Exercise instructions
From the line below that contains "Input: one rendered map. Extract" to the line that contains "Annotation task. Summarize", repeat every line exactly, both ends included, and nothing else.

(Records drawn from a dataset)
----------

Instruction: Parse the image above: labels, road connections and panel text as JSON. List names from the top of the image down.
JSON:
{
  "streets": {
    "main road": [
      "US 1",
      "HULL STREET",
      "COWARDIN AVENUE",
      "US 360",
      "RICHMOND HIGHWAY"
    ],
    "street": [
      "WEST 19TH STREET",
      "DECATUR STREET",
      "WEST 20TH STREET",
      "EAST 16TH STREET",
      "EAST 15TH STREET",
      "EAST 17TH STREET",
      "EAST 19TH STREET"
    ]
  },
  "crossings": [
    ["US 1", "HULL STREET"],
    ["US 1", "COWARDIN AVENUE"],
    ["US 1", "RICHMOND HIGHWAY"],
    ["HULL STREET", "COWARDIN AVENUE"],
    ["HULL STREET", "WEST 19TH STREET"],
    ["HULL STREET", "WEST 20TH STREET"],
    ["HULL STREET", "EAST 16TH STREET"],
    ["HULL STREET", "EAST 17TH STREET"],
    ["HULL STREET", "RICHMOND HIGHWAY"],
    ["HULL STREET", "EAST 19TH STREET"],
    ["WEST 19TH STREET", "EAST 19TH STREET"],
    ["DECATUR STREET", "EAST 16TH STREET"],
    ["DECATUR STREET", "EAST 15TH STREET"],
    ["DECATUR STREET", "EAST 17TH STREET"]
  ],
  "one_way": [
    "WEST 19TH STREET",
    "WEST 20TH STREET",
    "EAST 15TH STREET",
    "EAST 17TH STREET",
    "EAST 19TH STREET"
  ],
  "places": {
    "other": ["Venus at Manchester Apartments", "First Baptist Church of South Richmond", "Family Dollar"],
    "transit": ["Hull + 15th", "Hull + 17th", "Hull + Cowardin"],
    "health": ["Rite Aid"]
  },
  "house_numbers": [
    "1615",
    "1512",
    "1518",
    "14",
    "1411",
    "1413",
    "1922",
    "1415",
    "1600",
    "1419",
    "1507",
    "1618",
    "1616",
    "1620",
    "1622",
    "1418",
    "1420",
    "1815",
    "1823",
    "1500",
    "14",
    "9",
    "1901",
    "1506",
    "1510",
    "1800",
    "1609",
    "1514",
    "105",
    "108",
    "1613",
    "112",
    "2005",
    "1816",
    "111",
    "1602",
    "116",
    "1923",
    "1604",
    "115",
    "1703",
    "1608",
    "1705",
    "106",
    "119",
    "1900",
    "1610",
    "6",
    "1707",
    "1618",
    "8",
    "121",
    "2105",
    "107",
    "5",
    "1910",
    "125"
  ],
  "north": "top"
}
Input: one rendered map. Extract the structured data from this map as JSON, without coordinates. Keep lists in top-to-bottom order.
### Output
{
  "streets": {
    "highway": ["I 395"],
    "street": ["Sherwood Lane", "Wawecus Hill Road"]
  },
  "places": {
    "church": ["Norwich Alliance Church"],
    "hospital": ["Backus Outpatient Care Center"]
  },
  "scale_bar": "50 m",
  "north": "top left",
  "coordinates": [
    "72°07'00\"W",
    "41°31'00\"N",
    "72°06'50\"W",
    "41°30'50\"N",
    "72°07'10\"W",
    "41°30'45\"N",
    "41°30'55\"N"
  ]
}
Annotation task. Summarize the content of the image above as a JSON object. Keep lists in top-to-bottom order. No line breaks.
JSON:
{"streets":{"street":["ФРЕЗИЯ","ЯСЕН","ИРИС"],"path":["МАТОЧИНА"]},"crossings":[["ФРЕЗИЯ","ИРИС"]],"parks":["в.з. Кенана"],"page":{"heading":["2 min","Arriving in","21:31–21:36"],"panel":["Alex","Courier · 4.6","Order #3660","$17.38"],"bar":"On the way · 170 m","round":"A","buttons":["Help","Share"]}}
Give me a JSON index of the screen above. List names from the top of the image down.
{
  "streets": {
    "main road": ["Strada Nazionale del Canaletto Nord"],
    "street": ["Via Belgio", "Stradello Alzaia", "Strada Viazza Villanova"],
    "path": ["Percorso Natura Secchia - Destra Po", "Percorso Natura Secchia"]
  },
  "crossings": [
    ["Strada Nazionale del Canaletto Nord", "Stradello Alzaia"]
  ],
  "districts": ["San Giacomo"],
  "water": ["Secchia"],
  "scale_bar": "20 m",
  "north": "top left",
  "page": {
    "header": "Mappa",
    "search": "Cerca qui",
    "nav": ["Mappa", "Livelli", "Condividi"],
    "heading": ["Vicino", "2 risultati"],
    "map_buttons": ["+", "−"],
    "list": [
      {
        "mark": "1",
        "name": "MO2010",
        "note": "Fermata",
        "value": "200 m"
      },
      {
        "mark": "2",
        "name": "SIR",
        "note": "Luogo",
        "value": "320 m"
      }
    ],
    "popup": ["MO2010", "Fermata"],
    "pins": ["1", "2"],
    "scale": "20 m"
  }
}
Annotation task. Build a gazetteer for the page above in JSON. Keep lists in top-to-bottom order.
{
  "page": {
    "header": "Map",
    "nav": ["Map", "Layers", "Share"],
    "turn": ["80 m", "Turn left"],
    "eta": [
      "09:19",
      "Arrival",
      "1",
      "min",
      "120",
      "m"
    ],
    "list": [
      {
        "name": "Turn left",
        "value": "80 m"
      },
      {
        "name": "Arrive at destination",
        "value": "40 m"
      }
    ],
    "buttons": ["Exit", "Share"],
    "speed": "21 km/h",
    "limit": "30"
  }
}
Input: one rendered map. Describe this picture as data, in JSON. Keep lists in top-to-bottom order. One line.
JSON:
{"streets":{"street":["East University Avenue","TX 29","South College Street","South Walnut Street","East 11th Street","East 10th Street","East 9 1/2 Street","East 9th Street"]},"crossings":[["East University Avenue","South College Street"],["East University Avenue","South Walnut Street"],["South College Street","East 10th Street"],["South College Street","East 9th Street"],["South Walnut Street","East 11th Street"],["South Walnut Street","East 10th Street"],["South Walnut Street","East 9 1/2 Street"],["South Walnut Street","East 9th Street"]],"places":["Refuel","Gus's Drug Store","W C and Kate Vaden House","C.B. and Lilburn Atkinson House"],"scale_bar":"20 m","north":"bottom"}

----------

Expected answer
Input: one rendered map. Extract the structured data from this map as JSON, without coordinates. Keep lists in top-to-bottom order.
### Output
{
  "streets": {
    "highway": ["I 395"],
    "street": ["Sherwood Lane", "Wawecus Hill Road"]
  },
  "places": {
    "church": ["Norwich Alliance Church"],
    "hospital": ["Backus Outpatient Care Center"]
  },
  "scale_bar": "50 m",
  "north": "top left",
  "coordinates": [
    "72°07'00\"W",
    "41°31'00\"N",
    "72°06'50\"W",
    "41°30'50\"N",
    "72°07'10\"W",
    "41°30'45\"N",
    "41°30'55\"N"
  ]
}
Annotation task. Summarize the content of the image above as a JSON object. Keep lists in top-to-bottom order. No line breaks.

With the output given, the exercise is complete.